▶ **What to produce**
Line by line, copy the records below exactly.

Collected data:
┄┄┄┄┄┄┄┄┄┄

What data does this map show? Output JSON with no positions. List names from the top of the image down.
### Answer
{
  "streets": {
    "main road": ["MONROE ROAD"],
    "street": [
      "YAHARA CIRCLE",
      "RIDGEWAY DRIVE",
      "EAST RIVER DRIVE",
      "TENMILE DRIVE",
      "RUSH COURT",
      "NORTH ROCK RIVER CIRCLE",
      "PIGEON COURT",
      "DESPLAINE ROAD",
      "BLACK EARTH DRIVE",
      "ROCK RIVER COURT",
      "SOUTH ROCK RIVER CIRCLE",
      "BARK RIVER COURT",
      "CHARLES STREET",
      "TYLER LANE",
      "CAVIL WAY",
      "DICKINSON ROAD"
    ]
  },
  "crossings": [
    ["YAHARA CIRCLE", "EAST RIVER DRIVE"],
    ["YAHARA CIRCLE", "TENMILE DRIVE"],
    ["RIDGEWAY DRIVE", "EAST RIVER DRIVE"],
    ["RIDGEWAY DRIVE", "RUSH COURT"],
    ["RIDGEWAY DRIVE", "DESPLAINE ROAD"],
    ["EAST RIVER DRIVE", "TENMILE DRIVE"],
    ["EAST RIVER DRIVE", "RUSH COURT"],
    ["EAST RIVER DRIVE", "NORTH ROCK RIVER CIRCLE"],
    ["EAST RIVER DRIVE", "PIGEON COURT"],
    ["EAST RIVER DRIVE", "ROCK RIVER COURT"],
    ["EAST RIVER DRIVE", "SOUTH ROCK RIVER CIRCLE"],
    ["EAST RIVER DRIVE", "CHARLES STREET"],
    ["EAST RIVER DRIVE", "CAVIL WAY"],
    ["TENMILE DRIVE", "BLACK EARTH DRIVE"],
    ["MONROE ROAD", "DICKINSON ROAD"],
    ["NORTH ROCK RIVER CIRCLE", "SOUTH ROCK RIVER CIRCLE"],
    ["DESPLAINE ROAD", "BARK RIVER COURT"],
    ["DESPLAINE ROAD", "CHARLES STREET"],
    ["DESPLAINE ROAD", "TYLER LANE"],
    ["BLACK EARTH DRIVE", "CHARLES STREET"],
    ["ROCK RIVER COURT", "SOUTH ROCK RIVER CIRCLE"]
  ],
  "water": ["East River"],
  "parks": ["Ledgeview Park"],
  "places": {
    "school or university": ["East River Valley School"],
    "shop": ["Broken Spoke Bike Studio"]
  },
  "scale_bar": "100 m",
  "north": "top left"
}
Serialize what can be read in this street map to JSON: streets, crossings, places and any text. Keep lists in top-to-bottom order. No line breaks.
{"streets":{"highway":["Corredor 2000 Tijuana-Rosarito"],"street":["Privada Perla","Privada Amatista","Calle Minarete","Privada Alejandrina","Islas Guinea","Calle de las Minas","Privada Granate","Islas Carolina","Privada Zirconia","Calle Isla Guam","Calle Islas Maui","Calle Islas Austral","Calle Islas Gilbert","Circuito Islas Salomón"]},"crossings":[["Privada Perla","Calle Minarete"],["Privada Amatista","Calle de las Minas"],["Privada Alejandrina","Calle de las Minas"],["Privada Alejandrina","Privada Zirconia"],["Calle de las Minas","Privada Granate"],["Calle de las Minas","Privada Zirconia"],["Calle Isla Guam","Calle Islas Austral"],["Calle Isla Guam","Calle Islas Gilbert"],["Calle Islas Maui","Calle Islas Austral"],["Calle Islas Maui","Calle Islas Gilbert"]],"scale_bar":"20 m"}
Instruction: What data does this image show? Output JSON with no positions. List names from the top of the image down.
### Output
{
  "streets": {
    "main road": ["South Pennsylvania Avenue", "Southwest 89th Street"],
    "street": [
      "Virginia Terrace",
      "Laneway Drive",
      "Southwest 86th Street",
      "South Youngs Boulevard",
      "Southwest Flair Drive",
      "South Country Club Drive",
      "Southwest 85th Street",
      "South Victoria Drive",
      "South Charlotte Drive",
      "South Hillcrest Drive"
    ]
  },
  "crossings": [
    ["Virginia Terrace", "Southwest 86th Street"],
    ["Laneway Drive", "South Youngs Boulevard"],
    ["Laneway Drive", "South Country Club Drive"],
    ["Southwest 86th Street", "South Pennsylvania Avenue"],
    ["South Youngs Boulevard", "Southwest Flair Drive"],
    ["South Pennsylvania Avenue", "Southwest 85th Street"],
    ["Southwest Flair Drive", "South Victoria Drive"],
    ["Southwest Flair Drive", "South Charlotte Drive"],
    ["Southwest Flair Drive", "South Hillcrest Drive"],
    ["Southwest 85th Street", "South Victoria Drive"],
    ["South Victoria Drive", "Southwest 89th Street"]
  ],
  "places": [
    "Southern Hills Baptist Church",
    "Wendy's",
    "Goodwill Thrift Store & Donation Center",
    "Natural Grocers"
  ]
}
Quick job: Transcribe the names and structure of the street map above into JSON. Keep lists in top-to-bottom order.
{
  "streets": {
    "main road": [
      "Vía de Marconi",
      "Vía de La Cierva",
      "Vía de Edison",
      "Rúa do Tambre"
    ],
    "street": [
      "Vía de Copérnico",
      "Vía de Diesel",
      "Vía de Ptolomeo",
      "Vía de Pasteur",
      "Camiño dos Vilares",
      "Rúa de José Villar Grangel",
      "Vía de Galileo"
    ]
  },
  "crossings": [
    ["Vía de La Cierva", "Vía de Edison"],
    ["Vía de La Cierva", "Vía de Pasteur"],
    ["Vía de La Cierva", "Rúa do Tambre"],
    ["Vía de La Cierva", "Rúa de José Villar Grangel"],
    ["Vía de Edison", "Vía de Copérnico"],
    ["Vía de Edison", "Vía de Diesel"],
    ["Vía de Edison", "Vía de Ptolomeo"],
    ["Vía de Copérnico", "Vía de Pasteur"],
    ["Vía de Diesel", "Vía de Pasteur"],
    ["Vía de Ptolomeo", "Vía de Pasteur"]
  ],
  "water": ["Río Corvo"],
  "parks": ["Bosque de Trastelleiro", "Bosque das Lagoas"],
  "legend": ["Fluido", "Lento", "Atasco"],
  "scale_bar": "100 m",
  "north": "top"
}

┄┄┄┄┄┄┄┄┄┄

▶ **Solution to this task**
What data does this map show? Output JSON with no positions. List names from the top of the image down.
### Answer
{
  "streets": {
    "main road": ["MONROE ROAD"],
    "street": [
      "YAHARA CIRCLE",
      "RIDGEWAY DRIVE",
      "EAST RIVER DRIVE",
      "TENMILE DRIVE",
      "RUSH COURT",
      "NORTH ROCK RIVER CIRCLE",
      "PIGEON COURT",
      "DESPLAINE ROAD",
      "BLACK EARTH DRIVE",
      "ROCK RIVER COURT",
      "SOUTH ROCK RIVER CIRCLE",
      "BARK RIVER COURT",
      "CHARLES STREET",
      "TYLER LANE",
      "CAVIL WAY",
      "DICKINSON ROAD"
    ]
  },
  "crossings": [
    ["YAHARA CIRCLE", "EAST RIVER DRIVE"],
    ["YAHARA CIRCLE", "TENMILE DRIVE"],
    ["RIDGEWAY DRIVE", "EAST RIVER DRIVE"],
    ["RIDGEWAY DRIVE", "RUSH COURT"],
    ["RIDGEWAY DRIVE", "DESPLAINE ROAD"],
    ["EAST RIVER DRIVE", "TENMILE DRIVE"],
    ["EAST RIVER DRIVE", "RUSH COURT"],
    ["EAST RIVER DRIVE", "NORTH ROCK RIVER CIRCLE"],
    ["EAST RIVER DRIVE", "PIGEON COURT"],
    ["EAST RIVER DRIVE", "ROCK RIVER COURT"],
    ["EAST RIVER DRIVE", "SOUTH ROCK RIVER CIRCLE"],
    ["EAST RIVER DRIVE", "CHARLES STREET"],
    ["EAST RIVER DRIVE", "CAVIL WAY"],
    ["TENMILE DRIVE", "BLACK EARTH DRIVE"],
    ["MONROE ROAD", "DICKINSON ROAD"],
    ["NORTH ROCK RIVER CIRCLE", "SOUTH ROCK RIVER CIRCLE"],
    ["DESPLAINE ROAD", "BARK RIVER COURT"],
    ["DESPLAINE ROAD", "CHARLES STREET"],
    ["DESPLAINE ROAD", "TYLER LANE"],
    ["BLACK EARTH DRIVE", "CHARLES STREET"],
    ["ROCK RIVER COURT", "SOUTH ROCK RIVER CIRCLE"]
  ],
  "water": ["East River"],
  "parks": ["Ledgeview Park"],
  "places": {
    "school or university": ["East River Valley School"],
    "shop": ["Broken Spoke Bike Studio"]
  },
  "scale_bar": "100 m",
  "north": "top left"
}
Serialize what can be read in this street map to JSON: streets, crossings, places and any text. Keep lists in top-to-bottom order. No line breaks.
{"streets":{"highway":["Corredor 2000 Tijuana-Rosarito"],"street":["Privada Perla","Privada Amatista","Calle Minarete","Privada Alejandrina","Islas Guinea","Calle de las Minas","Privada Granate","Islas Carolina","Privada Zirconia","Calle Isla Guam","Calle Islas Maui","Calle Islas Austral","Calle Islas Gilbert","Circuito Islas Salomón"]},"crossings":[["Privada Perla","Calle Minarete"],["Privada Amatista","Calle de las Minas"],["Privada Alejandrina","Calle de las Minas"],["Privada Alejandrina","Privada Zirconia"],["Calle de las Minas","Privada Granate"],["Calle de las Minas","Privada Zirconia"],["Calle Isla Guam","Calle Islas Austral"],["Calle Isla Guam","Calle Islas Gilbert"],["Calle Islas Maui","Calle Islas Austral"],["Calle Islas Maui","Calle Islas Gilbert"]],"scale_bar":"20 m"}
Instruction: What data does this image show? Output JSON with no positions. List names from the top of the image down.
### Output
{
  "streets": {
    "main road": ["South Pennsylvania Avenue", "Southwest 89th Street"],
    "street": [
      "Virginia Terrace",
      "Laneway Drive",
      "Southwest 86th Street",
      "South Youngs Boulevard",
      "Southwest Flair Drive",
      "South Country Club Drive",
      "Southwest 85th Street",
      "South Victoria Drive",
      "South Charlotte Drive",
      "South Hillcrest Drive"
    ]
  },
  "crossings": [
    ["Virginia Terrace", "Southwest 86th Street"],
    ["Laneway Drive", "South Youngs Boulevard"],
    ["Laneway Drive", "South Country Club Drive"],
    ["Southwest 86th Street", "South Pennsylvania Avenue"],
    ["South Youngs Boulevard", "Southwest Flair Drive"],
    ["South Pennsylvania Avenue", "Southwest 85th Street"],
    ["Southwest Flair Drive", "South Victoria Drive"],
    ["Southwest Flair Drive", "South Charlotte Drive"],
    ["Southwest Flair Drive", "South Hillcrest Drive"],
    ["Southwest 85th Street", "South Victoria Drive"],
    ["South Victoria Drive", "Southwest 89th Street"]
  ],
  "places": [
    "Southern Hills Baptist Church",
    "Wendy's",
    "Goodwill Thrift Store & Donation Center",
    "Natural Grocers"
  ]
}
Quick job: Transcribe the names and structure of the street map above into JSON. Keep lists in top-to-bottom order.
{
  "streets": {
    "main road": [
      "Vía de Marconi",
      "Vía de La Cierva",
      "Vía de Edison",
      "Rúa do Tambre"
    ],
    "street": [
      "Vía de Copérnico",
      "Vía de Diesel",
      "Vía de Ptolomeo",
      "Vía de Pasteur",
      "Camiño dos Vilares",
      "Rúa de José Villar Grangel",
      "Vía de Galileo"
    ]
  },
  "crossings": [
    ["Vía de La Cierva", "Vía de Edison"],
    ["Vía de La Cierva", "Vía de Pasteur"],
    ["Vía de La Cierva", "Rúa do Tambre"],
    ["Vía de La Cierva", "Rúa de José Villar Grangel"],
    ["Vía de Edison", "Vía de Copérnico"],
    ["Vía de Edison", "Vía de Diesel"],
    ["Vía de Edison", "Vía de Ptolomeo"],
    ["Vía de Copérnico", "Vía de Pasteur"],
    ["Vía de Diesel", "Vía de Pasteur"],
    ["Vía de Ptolomeo", "Vía de Pasteur"]
  ],
  "water": ["Río Corvo"],
  "parks": ["Bosque de Trastelleiro", "Bosque das Lagoas"],
  "legend": ["Fluido", "Lento", "Atasco"],
  "scale_bar": "100 m",
  "north": "top"
}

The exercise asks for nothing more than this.